▶ _PROBLEM TO WORK ON_: In the listing below, find the line holding "background:linear-gradient(90deg,#34c759 33%,var(--line) 0)" and the line holding "display:flex; flex:1; min-height:0". Write out those two lines and all lines between, exactly, and nothing more.

▶ _INFORMATION GIVEN_:
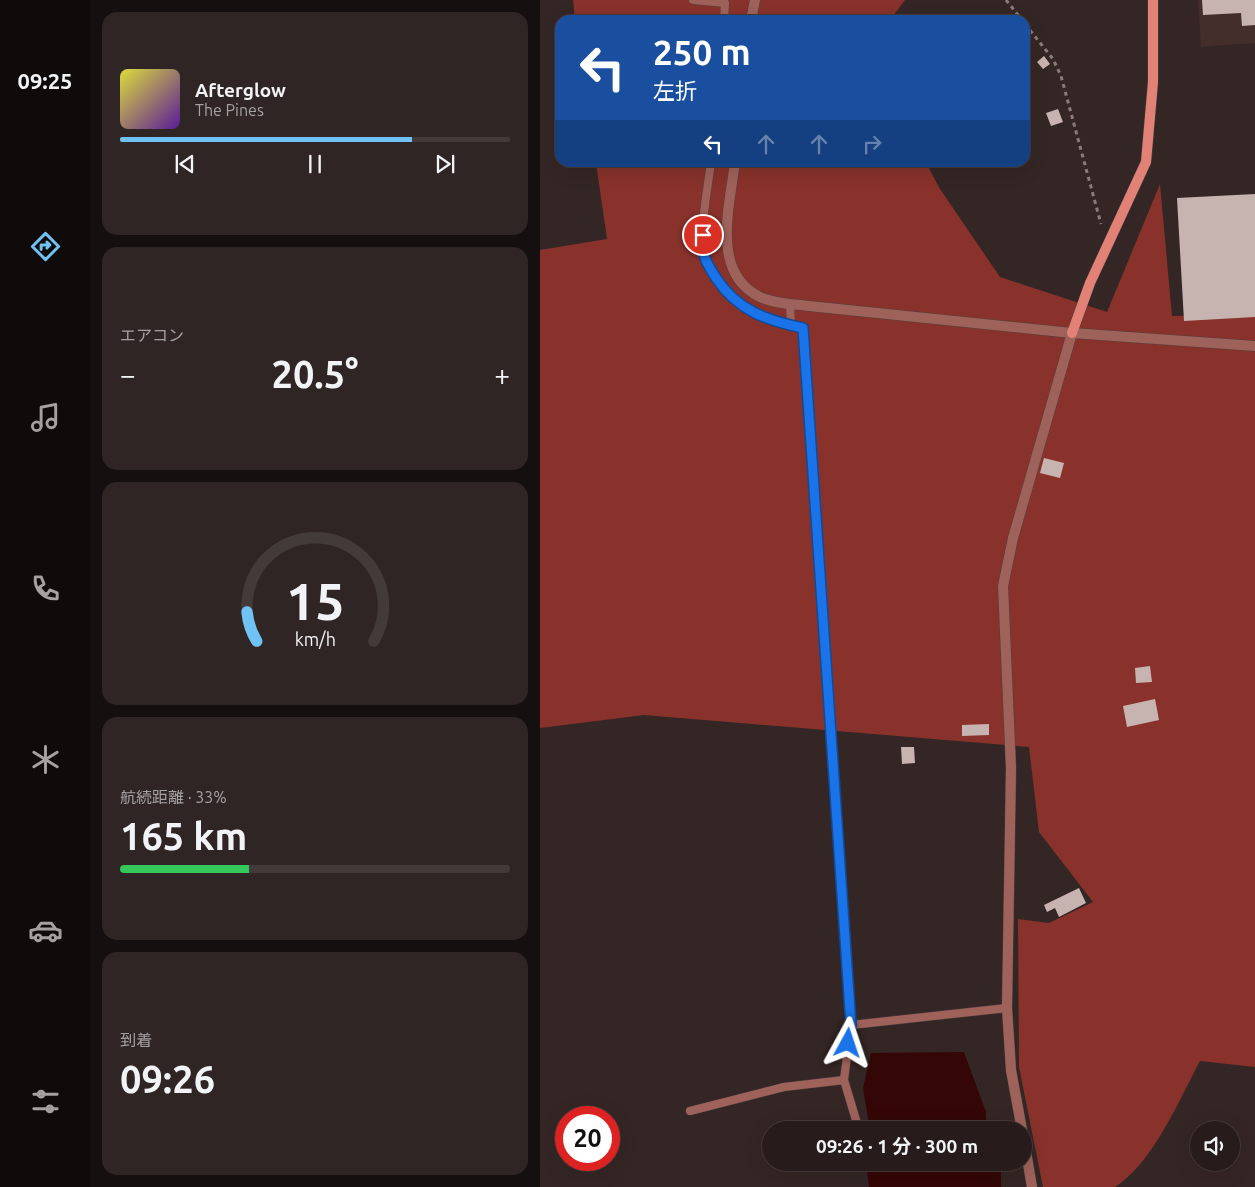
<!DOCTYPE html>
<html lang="ja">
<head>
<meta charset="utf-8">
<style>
	:root { --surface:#271c1b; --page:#2f2524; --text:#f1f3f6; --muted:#a4a1a3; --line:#433a3a; --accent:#70c2f4 }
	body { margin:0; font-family:Ubuntu,"Noto Sans JP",sans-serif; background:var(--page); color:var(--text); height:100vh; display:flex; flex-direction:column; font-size:19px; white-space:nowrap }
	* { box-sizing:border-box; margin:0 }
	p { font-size:16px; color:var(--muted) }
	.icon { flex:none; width:28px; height:28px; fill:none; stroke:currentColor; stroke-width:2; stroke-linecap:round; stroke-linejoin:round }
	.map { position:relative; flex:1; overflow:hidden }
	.panel { display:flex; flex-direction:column; gap:12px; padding:12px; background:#150f0f; width:450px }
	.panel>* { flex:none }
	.banner { position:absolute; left:15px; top:15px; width:475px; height:152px; border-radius:15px; box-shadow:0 5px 20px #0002,0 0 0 1px var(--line); background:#1a4fa0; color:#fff; overflow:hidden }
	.tools { position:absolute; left:650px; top:1121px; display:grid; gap:10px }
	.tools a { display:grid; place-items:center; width:50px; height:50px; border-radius:50%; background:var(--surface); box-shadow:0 5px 20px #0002,0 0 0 1px var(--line); font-size:25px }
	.speed { position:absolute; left:15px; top:1106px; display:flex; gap:10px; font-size:25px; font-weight:700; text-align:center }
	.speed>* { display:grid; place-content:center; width:65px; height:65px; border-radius:50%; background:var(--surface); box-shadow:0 5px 20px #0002,0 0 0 1px var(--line); line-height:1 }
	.speed .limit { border:8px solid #d22; background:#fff; color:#111 }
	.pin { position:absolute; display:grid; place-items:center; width:42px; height:42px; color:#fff; margin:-21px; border:2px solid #fff; border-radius:50%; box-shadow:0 1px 5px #0007 }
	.me { position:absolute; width:55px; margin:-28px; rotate:5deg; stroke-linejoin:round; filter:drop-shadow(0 0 4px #0008) }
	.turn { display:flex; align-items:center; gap:18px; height:105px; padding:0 15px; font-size:22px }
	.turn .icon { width:65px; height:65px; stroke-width:2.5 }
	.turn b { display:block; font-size:35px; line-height:42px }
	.lanes { display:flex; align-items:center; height:48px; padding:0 15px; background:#0003; justify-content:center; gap:25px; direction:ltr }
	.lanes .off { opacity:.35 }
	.big { font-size:38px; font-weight:700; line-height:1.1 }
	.panel .widget { flex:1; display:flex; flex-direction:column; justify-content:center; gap:8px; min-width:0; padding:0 18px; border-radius:15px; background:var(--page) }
	.panel .dial { align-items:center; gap:0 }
	.dial svg { height:130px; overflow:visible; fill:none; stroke:var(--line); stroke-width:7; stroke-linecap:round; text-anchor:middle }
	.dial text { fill:var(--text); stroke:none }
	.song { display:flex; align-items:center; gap:15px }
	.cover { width:60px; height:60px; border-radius:8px; background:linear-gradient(135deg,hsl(60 70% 55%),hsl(270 70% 35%)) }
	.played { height:5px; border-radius:2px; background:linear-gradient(90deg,var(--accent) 75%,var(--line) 75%) }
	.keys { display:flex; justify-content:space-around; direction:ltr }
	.heat { display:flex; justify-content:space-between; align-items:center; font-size:28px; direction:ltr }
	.charge { height:8px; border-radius:4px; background:linear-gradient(90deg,#34c759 33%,var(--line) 0) }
	.trip { position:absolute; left:222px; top:1121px; width:270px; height:50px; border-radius:25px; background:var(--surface); box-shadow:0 5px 20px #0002,0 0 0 1px var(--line); font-weight:700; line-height:50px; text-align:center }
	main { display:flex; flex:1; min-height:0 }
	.dock { display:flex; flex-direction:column; width:90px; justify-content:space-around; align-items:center; background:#100b0b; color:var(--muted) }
	.dock .icon { width:35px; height:35px }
	.dock .active { color:var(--accent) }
	.dock b { font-size:22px; color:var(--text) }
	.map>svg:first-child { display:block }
	.built { fill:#432e2b }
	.forest { fill:#88322b }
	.water { fill:#340706 }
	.building { fill:#c7b4b1 }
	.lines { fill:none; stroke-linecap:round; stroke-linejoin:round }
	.lane-casing { stroke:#4f4140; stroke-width:9 }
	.street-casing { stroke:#4f4140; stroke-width:11 }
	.secondary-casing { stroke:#4f4140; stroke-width:11 }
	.path { stroke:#897d7b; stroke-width:3; stroke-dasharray:4 4; stroke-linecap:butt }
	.lane { stroke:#9f625b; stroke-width:8 }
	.street { stroke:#9f625b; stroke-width:10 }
	.secondary { stroke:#e28176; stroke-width:10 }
	.route-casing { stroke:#114b97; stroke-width:12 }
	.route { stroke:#1a73e8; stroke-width:9 }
</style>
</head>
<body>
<main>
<nav class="dock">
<b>09:25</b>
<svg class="icon active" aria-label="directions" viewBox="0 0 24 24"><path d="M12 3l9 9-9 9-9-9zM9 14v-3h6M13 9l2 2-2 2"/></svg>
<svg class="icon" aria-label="music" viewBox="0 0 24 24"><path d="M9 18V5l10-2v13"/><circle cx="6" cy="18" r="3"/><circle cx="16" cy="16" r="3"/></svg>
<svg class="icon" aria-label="phone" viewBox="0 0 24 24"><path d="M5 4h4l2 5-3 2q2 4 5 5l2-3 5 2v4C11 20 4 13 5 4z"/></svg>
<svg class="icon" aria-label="climate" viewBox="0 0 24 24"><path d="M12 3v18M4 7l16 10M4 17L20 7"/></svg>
<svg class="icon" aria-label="car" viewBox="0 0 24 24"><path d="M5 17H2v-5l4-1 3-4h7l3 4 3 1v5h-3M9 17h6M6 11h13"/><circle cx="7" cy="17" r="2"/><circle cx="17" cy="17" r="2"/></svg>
<svg class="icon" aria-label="filters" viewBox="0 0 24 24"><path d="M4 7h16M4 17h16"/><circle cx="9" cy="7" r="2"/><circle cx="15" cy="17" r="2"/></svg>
</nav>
<section class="panel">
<div class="widget">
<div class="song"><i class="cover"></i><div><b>Afterglow</b><p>The Pines</p></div></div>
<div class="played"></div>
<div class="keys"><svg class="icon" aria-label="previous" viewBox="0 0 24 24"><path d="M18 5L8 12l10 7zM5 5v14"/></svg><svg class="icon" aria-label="pause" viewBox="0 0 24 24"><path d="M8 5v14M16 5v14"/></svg><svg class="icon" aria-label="next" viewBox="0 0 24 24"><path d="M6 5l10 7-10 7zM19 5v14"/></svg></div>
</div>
<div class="widget"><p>エアコン</p>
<div class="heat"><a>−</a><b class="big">20.5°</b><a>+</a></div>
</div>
<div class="widget dial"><svg viewBox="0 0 100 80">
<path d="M14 69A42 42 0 1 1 86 69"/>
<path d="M14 69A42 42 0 0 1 8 51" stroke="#70c2f4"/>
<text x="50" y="56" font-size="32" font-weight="700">15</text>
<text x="50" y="72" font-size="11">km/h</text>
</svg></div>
<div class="widget"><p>航続距離 · 33%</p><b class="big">165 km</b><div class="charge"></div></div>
<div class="widget"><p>到着</p><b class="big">09:26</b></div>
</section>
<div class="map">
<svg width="715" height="1187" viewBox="0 0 715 1187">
	<rect width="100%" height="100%" fill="#342624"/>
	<!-- built -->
	<path class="built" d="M 658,0 L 715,0 L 715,43 L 661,47 Z"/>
	<!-- forest -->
	<path class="forest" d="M 33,0 L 365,0 L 350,20 L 35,20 Z
		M 56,163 L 386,163 L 400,189 L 460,277 L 567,312 L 620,184 L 632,316 L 715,314 L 715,1067 L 660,1061 C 639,1100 613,1163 575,1187 L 503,1187 L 479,1067 L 478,919 L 509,923 L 553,902 L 499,832 L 489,747 L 104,715 L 0,728 L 0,250 L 67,239 Z"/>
	<!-- water -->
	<path class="water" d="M 424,1052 L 446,1112 L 446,1118 L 449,1130 L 330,1130 L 323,1088 L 331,1053 Z
		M 335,1163 L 459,1163 L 461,1171 L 461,1187 L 329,1187 L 327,1169 L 336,1166 Z"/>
	<!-- building -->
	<path class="building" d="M 662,0 L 715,0 L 715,25 L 702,26 L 701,13 L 663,15 Z
		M 504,56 L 510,64 L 503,69 L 497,62 Z
		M 518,109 L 523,122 L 511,126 L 506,113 Z
		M 715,194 L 715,317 L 644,321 L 637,198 Z
		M 504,458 L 524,463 L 520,478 L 500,473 Z
		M 610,666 L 612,682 L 596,683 L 595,668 Z
		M 615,699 L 619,720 L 587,727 L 583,706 Z
		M 449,724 L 449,735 L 422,736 L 422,725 Z
		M 361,747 L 374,747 L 375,763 L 362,764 Z
		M 539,888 L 546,903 L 519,917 L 515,908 L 507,912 L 504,905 Z"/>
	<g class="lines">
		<defs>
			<path id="lane" d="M 153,0 L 185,3 L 184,20
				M 250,304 L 251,325
				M 311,1025 L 467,1008
				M 304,1080 L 319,1130
				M 150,1111 L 244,1087 L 304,1080 L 311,1025 L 263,328 C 226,320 197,311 176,278 C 172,271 165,262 164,254 C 159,231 168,187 171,162
				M 330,1162 L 331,1167"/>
			<path id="street" d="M 211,20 L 215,0
				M 195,162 C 190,205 170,273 220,297 C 235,304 253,304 269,306 L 532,333 L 715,346
				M 482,1130 L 471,1070 L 467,1008 L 471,768 L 463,586 L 473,538 L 532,333
				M 484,1140 L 492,1187"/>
			<path id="secondary" d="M 532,333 L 550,283 L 606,162 L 613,82 L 613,0"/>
		</defs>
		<!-- lane casing -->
		<use href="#lane" class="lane-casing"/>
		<!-- street casing -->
		<use href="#street" class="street-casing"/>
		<!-- secondary casing -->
		<use href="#secondary" class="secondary-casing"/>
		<!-- path -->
		<path class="path" d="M 466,0 L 482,20
			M 485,24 L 513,59 L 521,76 L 561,224"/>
		<!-- lane -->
		<use href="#lane" class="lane"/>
		<!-- street -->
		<use href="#street" class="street"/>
		<!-- secondary -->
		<use href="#secondary" class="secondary"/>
	</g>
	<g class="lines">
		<defs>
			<path id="route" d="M 163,235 C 163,241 163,248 164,254 C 165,262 172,271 176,278 C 198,311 226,320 263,328 L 311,1025 L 308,1043"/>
		</defs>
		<!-- route casing -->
		<use href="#route" class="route-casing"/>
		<!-- route -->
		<use href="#route" class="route"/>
	</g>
</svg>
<div class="tools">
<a><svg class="icon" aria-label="sound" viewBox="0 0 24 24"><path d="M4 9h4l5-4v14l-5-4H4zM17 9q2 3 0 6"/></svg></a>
</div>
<div class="speed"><div class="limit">20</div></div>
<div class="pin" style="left:163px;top:235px;background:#d93025"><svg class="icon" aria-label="arrive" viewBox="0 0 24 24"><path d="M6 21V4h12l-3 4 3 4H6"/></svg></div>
<svg class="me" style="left:308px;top:1043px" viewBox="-20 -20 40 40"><path d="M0-17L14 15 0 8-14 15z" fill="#1a73e8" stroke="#fff" stroke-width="4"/></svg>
<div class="trip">09:26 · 1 分 · 300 m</div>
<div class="banner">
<div class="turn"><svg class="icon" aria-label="left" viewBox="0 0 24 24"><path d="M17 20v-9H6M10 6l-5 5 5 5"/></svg><div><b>250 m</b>左折</div></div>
<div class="lanes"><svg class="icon" aria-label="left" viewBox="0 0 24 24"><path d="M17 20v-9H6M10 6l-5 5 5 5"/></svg><svg class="icon off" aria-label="ahead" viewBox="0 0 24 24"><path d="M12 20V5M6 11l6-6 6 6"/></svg><svg class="icon off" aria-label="ahead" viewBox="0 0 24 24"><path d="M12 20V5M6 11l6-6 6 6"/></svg><svg class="icon off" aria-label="right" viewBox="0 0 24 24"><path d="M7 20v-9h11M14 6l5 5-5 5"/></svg></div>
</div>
</div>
</main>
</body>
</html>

▶ _RESULT FOR THIS TASK_:
	.charge { height:8px; border-radius:4px; background:linear-gradient(90deg,#34c759 33%,var(--line) 0) }
	.trip { position:absolute; left:222px; top:1121px; width:270px; height:50px; border-radius:25px; background:var(--surface); box-shadow:0 5px 20px #0002,0 0 0 1px var(--line); font-weight:700; line-height:50px; text-align:center }
	main { display:flex; flex:1; min-height:0 }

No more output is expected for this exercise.